I think that you have to agree that science, by definition, is the search about the facts of reality (or existence). It is the exponential growth of knowledge that imposed specialization. It is continuously necessary to know more and more to be able to advance a scientific field. Knowledge is required basis for advancement into new knowledge. And given the infinity of "things" and "phenomena" in that reality, "sky is the limit". Hence, bigger and bigger teams of scientists needed to make a new discovery. And discoveries get to be incrementally smaller and smaller.

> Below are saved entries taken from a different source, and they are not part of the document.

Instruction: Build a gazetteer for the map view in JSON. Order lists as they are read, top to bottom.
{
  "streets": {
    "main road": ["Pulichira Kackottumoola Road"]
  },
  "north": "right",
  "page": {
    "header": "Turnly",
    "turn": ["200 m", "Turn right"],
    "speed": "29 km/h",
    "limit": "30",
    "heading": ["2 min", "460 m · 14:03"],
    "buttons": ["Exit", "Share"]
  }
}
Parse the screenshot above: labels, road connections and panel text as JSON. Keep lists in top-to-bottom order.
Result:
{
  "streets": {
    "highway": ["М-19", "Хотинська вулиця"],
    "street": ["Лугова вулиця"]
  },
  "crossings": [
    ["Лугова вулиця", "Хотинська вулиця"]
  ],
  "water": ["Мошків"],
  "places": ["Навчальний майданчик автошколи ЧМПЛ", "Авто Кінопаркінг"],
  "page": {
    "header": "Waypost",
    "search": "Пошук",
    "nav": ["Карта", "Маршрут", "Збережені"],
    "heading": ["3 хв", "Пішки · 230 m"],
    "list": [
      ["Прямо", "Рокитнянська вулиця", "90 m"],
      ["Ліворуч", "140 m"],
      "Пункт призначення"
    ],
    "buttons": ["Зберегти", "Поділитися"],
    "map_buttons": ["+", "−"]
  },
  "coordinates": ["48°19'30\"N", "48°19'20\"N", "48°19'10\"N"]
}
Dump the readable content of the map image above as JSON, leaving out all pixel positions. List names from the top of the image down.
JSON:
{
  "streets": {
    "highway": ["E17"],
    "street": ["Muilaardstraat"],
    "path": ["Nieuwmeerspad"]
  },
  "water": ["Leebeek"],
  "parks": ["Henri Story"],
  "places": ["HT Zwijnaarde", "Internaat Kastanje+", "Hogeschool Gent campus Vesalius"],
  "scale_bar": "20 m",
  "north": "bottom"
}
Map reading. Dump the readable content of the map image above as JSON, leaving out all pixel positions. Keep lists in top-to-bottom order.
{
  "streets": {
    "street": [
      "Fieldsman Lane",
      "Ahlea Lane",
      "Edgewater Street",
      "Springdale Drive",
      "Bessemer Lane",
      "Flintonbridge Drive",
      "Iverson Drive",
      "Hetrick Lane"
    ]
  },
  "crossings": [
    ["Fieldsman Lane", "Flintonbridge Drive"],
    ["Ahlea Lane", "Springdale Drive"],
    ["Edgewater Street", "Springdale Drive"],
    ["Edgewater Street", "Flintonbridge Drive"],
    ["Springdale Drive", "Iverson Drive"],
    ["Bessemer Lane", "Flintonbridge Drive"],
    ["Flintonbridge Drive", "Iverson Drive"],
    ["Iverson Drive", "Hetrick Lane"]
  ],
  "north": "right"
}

Also, I do not think it right to exclude, say, a chemist from an intelligent, knowledgeable and productive discussion of climate. I can think of innumerable combinations of scientific fields where productive insights can be gained from inputs from different scientific "branches". In fact, "interfaces" among those "branches" are often the most fertile grounds for advancement.
Also, there are plenty of, is it ignorami? ;-), with fancy degrees from even fancier schools, just as there are many very knowledgeable people without any degrees. Isn't it very difficult to ascertain how much of what someone knows?
One last comment. Techne is Greek for art. I will quote Leslie Groves (who knows who said it before him?): "Engineering is ART OF THINGS THAT WORK." I find that definition simply beautiful. Engineers need knowledge from a number of scientific fields to do their thing. To design a new model they go to the most recent prior model that worked (most of the time). Then they have to gamble. No way you can test for 40 years a model that is expected to function ("work") 40 years. Takes guts.
Just my comments on the theme.
Stay well.
Sincerely,
Maritimus
But it is correct, if someone refers to person A as a "scientist," to object that this statement is inconclusive; the obvious reply is "what kind of scientist?"